Admittedly, I find football's appeal baffling. Twenty-two blokes, or however many it is, punting some leathery orb around a field? And they're paid how much to do this? And people obsess how much about transfers, and statistics, and lord knows what else? Once you separate football from society's all-embracing love for it, it is, frankly, bizarre.
That said... yes, I find it baffling, but it's not like I don't understand what it is that people enjoy about sport. I can vaguely comprehend the level of devotion. Hell, during the big World Cup games I can almost - almost - become swept up in the national sense of euphoria. I can just about appreciate why you'd nail your loyalty to a team's mast, and get up at 7am to watch England thrash some Third World team to tears.
Nevertheless, argue all you like, but football is stupid. And the level of fanaticism some people display is frankly a little disturbing. But I would never dream of mocking someone for being a football fan.

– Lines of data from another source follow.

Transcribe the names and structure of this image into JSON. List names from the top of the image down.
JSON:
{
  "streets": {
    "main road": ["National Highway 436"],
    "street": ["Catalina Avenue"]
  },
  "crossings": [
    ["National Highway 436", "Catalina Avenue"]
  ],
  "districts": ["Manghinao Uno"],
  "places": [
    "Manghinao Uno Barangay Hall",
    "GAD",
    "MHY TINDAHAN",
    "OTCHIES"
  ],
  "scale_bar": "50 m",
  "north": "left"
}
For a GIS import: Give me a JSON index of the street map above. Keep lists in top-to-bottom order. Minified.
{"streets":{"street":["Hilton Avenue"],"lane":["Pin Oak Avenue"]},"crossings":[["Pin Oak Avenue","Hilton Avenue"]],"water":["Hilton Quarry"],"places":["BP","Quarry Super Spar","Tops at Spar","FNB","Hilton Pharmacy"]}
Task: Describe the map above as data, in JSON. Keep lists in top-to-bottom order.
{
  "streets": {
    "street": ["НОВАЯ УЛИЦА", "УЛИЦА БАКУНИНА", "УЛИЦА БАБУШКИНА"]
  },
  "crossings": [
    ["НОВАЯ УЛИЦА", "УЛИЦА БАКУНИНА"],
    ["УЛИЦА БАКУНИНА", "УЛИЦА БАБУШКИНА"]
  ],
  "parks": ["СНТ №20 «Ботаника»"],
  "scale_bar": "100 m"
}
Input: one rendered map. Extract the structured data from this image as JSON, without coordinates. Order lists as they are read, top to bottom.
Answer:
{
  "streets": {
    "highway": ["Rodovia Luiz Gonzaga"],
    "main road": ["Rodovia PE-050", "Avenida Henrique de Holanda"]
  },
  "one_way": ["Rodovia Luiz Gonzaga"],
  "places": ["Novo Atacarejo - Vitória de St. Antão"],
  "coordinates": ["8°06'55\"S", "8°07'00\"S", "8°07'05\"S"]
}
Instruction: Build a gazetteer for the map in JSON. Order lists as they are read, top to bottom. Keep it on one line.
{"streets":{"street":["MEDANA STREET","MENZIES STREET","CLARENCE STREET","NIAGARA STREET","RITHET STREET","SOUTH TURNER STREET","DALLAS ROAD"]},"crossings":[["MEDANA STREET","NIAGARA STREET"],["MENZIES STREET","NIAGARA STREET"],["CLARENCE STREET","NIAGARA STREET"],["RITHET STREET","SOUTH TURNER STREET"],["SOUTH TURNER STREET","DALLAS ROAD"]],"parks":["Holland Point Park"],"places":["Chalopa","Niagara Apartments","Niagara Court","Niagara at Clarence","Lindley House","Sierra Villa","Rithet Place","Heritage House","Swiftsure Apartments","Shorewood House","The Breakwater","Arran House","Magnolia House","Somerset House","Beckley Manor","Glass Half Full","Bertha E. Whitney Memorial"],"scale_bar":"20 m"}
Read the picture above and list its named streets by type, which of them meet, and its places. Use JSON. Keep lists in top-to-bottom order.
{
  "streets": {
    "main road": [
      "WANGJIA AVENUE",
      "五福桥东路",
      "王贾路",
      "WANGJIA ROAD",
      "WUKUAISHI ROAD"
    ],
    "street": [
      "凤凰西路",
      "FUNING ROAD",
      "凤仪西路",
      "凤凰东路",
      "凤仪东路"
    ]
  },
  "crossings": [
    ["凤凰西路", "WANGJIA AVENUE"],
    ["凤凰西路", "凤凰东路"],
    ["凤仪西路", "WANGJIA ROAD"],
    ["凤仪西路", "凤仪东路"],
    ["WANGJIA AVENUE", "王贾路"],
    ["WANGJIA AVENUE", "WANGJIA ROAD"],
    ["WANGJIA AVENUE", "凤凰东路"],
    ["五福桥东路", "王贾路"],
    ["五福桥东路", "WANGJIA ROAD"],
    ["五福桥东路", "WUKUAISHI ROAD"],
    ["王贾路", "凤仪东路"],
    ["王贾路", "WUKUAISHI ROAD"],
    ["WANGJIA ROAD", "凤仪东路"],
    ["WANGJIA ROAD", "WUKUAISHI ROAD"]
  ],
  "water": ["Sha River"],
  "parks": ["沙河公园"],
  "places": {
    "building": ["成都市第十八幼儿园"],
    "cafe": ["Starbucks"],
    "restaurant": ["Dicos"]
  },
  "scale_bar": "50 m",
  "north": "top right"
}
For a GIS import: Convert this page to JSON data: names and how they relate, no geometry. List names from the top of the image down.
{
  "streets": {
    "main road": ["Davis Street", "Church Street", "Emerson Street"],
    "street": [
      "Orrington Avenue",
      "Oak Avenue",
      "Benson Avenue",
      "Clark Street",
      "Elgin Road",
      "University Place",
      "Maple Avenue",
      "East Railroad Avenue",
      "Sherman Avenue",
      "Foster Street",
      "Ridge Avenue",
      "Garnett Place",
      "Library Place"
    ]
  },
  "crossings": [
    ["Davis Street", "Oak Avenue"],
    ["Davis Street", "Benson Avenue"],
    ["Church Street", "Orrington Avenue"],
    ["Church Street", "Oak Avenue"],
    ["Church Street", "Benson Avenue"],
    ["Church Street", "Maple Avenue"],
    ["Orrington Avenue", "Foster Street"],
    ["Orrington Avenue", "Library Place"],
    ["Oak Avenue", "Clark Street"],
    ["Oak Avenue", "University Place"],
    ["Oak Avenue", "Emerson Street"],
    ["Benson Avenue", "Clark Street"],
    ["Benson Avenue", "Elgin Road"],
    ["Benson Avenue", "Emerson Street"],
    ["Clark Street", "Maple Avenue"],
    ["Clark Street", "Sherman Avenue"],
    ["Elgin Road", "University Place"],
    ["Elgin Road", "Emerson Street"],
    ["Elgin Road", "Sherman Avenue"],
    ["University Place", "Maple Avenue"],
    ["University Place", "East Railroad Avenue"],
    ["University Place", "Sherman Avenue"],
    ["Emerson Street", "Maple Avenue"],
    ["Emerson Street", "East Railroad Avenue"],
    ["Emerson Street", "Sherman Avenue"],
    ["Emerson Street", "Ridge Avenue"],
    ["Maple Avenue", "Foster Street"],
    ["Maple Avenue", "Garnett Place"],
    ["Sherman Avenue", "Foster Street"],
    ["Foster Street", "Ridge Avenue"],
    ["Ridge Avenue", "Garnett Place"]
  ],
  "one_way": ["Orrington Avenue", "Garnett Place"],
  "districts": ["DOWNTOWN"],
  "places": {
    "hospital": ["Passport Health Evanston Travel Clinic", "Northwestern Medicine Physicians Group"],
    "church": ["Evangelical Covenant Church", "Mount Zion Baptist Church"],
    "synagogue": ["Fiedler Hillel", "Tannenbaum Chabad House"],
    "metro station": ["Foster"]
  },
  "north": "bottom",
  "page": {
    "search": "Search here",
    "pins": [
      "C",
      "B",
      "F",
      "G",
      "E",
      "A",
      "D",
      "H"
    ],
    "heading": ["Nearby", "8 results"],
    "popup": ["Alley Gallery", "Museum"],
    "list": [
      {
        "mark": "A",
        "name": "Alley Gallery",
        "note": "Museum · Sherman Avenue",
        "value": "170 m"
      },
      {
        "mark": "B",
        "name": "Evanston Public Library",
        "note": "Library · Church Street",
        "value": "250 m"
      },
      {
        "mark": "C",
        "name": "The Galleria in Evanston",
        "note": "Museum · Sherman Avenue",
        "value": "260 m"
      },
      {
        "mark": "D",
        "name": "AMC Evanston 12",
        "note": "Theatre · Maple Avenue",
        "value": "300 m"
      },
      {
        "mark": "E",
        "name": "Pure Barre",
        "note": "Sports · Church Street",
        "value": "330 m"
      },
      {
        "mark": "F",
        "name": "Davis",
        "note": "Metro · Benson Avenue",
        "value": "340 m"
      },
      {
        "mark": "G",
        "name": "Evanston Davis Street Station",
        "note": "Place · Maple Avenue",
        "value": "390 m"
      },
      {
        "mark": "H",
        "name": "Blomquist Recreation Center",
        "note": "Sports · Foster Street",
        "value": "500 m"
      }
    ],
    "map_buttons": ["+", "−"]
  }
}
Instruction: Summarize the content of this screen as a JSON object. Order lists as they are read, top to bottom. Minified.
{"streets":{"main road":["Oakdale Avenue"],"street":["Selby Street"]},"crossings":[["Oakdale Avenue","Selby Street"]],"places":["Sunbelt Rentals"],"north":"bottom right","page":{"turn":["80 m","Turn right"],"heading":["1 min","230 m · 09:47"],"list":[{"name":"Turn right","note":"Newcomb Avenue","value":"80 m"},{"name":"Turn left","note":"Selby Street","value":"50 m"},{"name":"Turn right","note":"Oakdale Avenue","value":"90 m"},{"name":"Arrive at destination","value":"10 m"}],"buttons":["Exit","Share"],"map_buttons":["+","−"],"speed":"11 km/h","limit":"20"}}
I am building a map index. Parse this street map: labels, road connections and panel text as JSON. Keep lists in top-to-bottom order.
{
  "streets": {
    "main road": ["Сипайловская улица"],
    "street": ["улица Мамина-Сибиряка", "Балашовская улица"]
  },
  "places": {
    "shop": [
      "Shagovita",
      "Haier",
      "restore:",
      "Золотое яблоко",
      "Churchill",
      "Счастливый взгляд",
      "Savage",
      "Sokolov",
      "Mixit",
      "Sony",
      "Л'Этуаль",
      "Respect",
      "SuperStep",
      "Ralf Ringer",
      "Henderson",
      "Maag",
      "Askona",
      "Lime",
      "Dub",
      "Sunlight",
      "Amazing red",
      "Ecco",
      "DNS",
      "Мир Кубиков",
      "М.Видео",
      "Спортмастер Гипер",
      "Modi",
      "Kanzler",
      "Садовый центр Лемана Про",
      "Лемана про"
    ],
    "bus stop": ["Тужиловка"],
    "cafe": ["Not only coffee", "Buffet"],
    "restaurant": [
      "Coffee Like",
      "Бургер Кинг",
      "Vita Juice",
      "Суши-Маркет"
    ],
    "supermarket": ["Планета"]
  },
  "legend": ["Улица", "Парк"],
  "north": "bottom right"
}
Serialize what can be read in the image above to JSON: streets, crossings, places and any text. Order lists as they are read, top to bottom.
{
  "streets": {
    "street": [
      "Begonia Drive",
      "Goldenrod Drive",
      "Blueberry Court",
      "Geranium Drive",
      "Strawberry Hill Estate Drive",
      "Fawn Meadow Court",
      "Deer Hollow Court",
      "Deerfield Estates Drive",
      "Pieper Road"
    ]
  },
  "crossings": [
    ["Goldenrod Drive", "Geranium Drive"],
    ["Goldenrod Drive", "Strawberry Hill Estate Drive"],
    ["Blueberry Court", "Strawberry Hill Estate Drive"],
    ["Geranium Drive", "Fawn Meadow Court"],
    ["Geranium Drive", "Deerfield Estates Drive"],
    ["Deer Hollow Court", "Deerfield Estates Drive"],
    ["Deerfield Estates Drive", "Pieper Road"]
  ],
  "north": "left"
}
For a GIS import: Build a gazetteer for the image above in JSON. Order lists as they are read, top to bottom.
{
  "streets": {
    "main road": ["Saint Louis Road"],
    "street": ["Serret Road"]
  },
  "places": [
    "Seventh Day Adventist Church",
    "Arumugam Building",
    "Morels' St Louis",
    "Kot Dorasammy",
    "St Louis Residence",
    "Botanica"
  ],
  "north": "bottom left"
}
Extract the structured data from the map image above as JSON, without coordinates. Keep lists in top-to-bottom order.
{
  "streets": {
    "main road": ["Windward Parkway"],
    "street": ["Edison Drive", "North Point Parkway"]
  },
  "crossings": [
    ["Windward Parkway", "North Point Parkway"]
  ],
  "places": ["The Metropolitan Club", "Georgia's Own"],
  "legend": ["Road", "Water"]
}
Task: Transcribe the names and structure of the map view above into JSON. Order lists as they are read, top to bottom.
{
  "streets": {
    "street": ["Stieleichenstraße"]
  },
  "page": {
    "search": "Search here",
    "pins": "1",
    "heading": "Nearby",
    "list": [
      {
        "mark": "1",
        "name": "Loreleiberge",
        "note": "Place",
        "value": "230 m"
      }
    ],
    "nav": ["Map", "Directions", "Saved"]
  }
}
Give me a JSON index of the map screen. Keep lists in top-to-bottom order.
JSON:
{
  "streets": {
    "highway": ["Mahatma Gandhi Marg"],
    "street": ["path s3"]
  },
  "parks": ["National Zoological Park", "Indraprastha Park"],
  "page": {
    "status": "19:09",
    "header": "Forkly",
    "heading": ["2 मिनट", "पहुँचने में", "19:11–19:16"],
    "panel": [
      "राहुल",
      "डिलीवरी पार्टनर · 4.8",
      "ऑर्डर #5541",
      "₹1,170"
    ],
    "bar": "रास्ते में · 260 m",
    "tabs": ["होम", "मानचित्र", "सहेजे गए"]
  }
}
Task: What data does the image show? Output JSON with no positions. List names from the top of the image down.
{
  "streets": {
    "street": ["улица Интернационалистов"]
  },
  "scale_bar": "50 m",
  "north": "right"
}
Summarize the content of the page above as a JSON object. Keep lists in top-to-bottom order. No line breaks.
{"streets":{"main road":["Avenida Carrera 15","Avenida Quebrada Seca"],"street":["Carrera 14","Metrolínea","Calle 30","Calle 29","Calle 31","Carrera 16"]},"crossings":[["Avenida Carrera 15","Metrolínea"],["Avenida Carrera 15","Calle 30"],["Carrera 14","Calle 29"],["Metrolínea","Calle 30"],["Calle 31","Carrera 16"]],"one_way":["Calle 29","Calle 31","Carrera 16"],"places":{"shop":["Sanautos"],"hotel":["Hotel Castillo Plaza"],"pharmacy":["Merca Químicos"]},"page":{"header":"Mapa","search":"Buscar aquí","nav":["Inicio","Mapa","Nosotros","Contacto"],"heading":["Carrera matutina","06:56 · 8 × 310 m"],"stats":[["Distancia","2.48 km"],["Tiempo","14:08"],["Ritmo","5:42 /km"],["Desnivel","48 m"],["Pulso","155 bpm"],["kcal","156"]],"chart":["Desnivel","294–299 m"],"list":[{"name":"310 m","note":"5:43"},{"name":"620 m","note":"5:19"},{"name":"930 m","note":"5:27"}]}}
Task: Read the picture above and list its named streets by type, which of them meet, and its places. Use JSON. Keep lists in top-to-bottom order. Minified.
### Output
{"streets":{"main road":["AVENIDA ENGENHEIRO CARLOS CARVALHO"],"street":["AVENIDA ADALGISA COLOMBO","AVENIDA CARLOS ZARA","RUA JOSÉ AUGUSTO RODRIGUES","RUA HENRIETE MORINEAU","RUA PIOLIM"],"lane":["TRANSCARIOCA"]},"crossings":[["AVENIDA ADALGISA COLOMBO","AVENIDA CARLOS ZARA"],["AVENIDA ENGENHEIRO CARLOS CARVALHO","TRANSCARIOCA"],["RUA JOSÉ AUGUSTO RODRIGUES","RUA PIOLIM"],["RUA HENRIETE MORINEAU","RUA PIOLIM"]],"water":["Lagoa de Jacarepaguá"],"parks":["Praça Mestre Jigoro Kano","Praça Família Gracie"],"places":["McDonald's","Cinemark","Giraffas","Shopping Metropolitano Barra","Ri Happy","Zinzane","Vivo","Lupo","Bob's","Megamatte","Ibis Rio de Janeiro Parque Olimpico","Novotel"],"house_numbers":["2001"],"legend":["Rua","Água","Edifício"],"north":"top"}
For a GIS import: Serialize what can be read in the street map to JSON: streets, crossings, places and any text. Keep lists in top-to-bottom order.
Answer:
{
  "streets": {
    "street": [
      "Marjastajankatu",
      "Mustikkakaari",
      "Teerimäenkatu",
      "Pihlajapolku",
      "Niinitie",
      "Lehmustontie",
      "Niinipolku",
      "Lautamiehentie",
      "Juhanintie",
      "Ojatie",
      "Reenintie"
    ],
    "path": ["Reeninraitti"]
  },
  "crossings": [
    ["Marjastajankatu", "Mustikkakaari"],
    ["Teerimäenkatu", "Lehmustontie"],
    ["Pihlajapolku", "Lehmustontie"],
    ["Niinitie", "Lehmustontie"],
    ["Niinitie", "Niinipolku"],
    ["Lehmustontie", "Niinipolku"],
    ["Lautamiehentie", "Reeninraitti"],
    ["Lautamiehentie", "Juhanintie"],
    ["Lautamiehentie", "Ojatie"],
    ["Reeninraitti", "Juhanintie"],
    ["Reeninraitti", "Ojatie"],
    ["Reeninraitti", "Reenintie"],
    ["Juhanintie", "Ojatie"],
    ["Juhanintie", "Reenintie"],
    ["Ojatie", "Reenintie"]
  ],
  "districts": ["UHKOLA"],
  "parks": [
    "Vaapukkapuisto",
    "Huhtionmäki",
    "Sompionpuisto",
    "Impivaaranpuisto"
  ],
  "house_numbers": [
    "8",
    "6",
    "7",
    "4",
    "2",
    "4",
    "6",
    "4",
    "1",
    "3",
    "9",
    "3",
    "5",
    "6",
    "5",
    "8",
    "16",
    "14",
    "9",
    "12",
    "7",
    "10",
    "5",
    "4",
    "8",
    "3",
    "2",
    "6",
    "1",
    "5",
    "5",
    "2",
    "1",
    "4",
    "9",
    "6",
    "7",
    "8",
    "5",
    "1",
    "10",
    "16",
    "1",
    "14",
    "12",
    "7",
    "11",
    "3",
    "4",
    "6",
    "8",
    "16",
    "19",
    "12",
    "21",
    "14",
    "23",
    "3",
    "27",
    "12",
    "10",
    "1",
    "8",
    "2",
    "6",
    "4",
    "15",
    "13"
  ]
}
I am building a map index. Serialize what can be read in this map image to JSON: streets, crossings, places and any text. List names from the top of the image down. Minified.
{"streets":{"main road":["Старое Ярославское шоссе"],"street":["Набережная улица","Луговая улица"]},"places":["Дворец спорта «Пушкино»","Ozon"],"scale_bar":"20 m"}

And yet gamesplayers are fair game for a drubbing. I know some very cool people who could safely claim to be game fanatics - they read the magazines, and foam at the mouth at the prospect of a new Command & Conquer sequel - but they wouldn't dare mention their obsession in front of their other friends. Their 'sophisticated' friends.
We're a secret underclass. A hidden sect, or society, with our own language and handshakes. Thing is, for all of that, I'm not sure I'd want it any other way. Do we really want all of them - the snobs, and the derisive saps, and the shitterati - muscling into our club? They'll just spoil it.
It's good to have secrets; the thrill of the illicit affair, the sneaking around, always fades once it's out in the open. I like being one of the only gamesplayers in my family and my circle of friends. I like those moments when I encounter a fellow member of the club, and we can bare our souls. I like knowing who Geoff Crammond is, and being able to remember Gametek. And while they don't know that I know that, I can continue to laugh at them from behind my copy of Edge. (Which I invariably hide inside a copy of 'Maxim'. Sorry.)
Mr Biffo is a semi-retired videogame journalist. His views do not necessarily coincide with Edge's
Do you know of any important moments from the annals of Digi history that have been omitted? If so, then mail me (email@example.com) right now, man. Credit will be duly given for anything that gets put up.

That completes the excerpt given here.